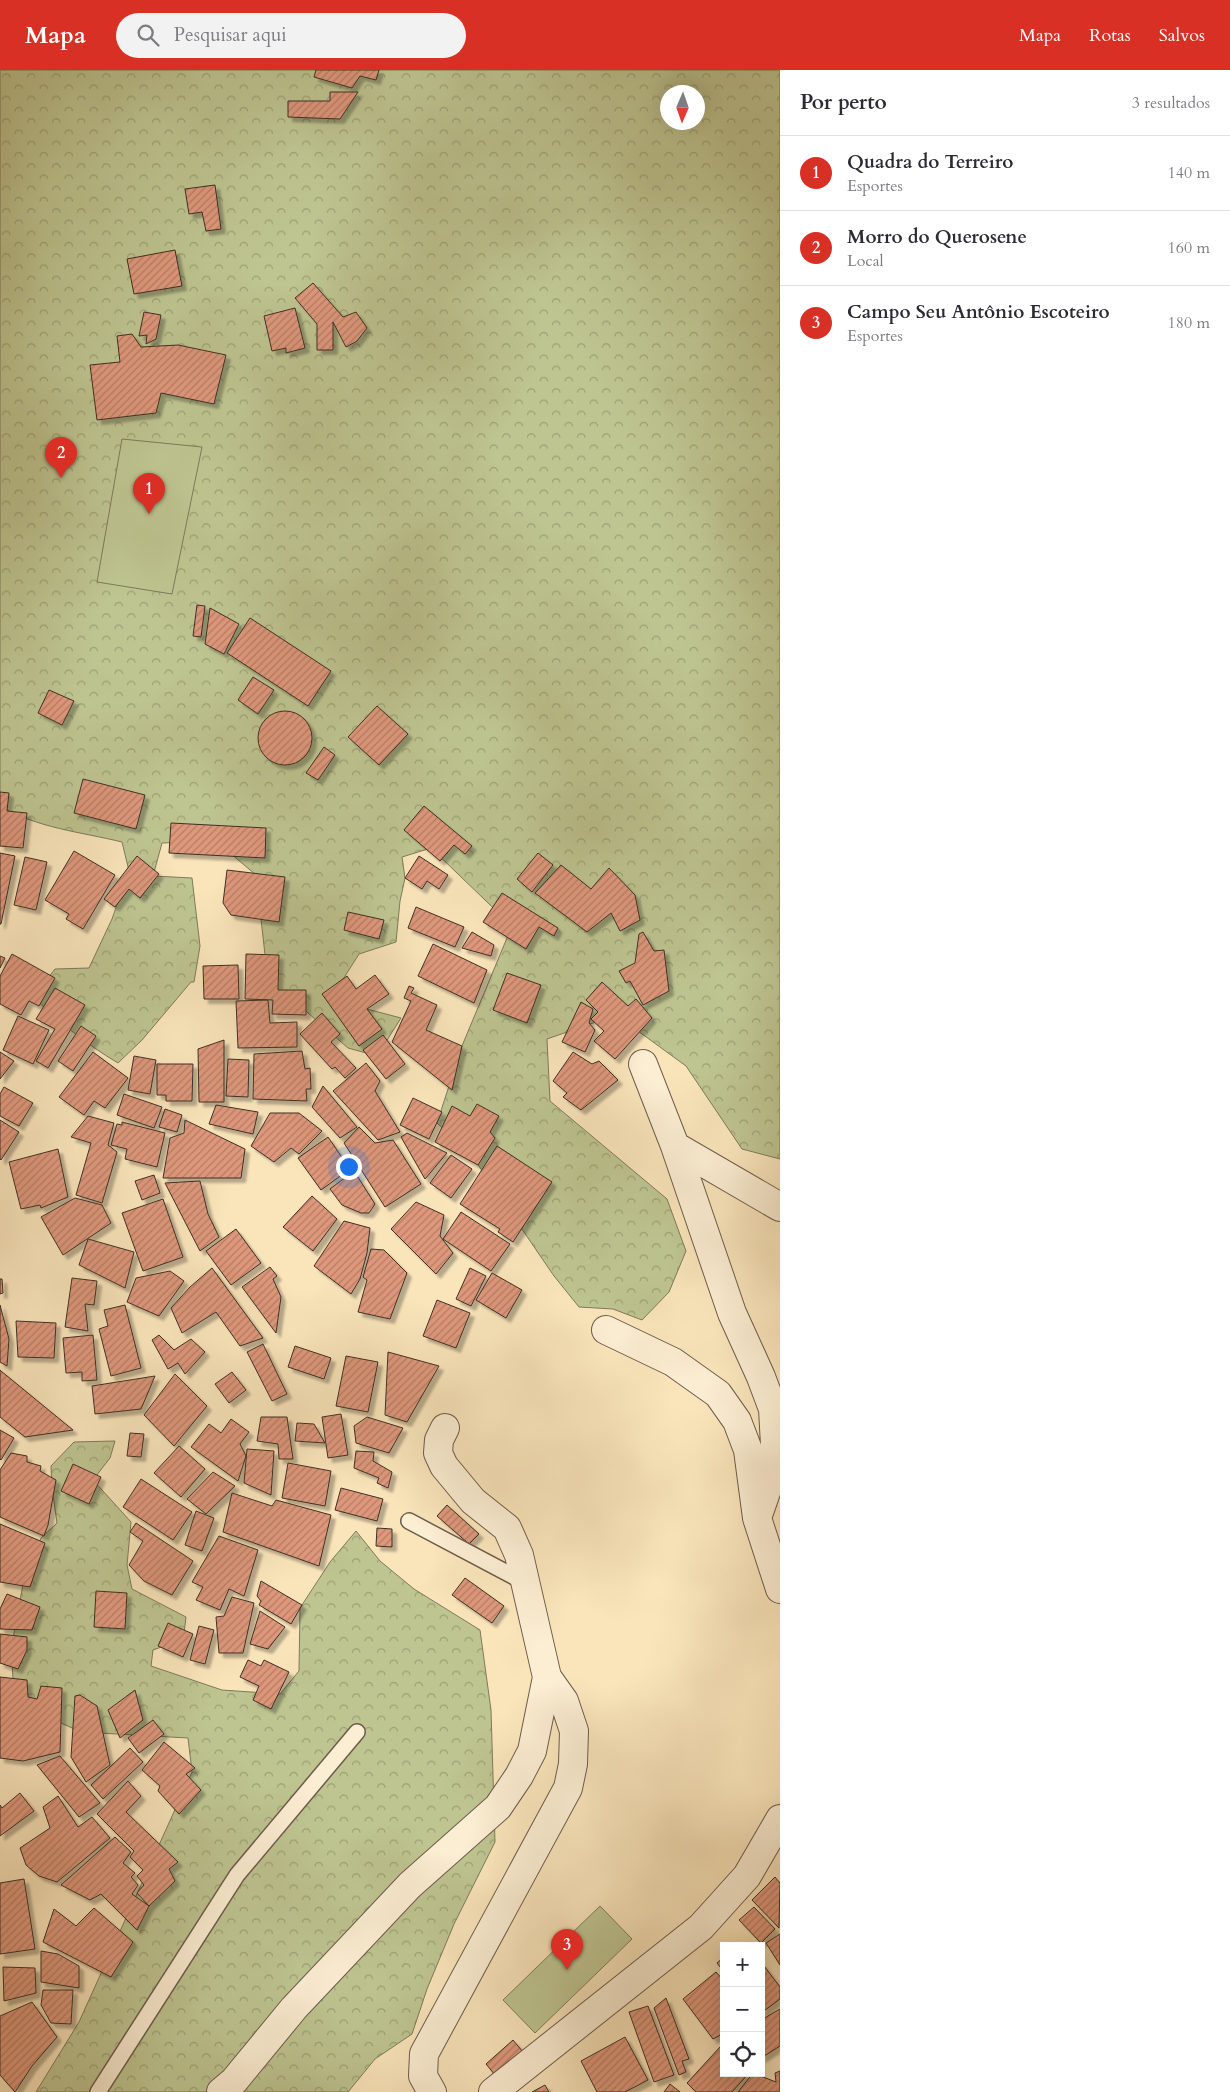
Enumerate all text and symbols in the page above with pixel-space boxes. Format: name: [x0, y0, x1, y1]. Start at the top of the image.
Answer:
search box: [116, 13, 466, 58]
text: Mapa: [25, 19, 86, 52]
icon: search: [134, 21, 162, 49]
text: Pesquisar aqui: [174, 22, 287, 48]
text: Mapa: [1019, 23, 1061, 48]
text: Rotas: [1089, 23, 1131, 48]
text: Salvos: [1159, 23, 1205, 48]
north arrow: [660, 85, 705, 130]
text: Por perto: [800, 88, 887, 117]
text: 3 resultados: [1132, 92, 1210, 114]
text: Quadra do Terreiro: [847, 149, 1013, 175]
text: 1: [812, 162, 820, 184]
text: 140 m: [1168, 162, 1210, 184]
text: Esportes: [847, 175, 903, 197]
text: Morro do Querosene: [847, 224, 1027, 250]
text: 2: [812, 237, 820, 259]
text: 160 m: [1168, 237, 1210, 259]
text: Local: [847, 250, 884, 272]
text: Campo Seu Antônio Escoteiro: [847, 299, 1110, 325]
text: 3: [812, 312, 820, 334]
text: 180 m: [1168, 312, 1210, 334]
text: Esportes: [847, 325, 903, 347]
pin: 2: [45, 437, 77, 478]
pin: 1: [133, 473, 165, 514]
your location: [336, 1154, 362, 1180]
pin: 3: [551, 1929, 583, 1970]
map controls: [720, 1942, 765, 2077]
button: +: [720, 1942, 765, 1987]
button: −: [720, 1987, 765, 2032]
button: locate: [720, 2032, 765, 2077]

______________________________

> _Task statement_
Leave every picture out, and transcribe the data above exactly as it reads.

> _Expected answer_
Enumerate all text and symbols in the page above with pixel-space boxes. Format: name: [x0, y0, x1, y1]. Start at the top of the image.
Answer:
search box: [116, 13, 466, 58]
text: Mapa: [25, 19, 86, 52]
icon: search: [134, 21, 162, 49]
text: Pesquisar aqui: [174, 22, 287, 48]
text: Mapa: [1019, 23, 1061, 48]
text: Rotas: [1089, 23, 1131, 48]
text: Salvos: [1159, 23, 1205, 48]
north arrow: [660, 85, 705, 130]
text: Por perto: [800, 88, 887, 117]
text: 3 resultados: [1132, 92, 1210, 114]
text: Quadra do Terreiro: [847, 149, 1013, 175]
text: 1: [812, 162, 820, 184]
text: 140 m: [1168, 162, 1210, 184]
text: Esportes: [847, 175, 903, 197]
text: Morro do Querosene: [847, 224, 1027, 250]
text: 2: [812, 237, 820, 259]
text: 160 m: [1168, 237, 1210, 259]
text: Local: [847, 250, 884, 272]
text: Campo Seu Antônio Escoteiro: [847, 299, 1110, 325]
text: 3: [812, 312, 820, 334]
text: 180 m: [1168, 312, 1210, 334]
text: Esportes: [847, 325, 903, 347]
pin: 2: [45, 437, 77, 478]
pin: 1: [133, 473, 165, 514]
your location: [336, 1154, 362, 1180]
pin: 3: [551, 1929, 583, 1970]
map controls: [720, 1942, 765, 2077]
button: +: [720, 1942, 765, 1987]
button: −: [720, 1987, 765, 2032]
button: locate: [720, 2032, 765, 2077]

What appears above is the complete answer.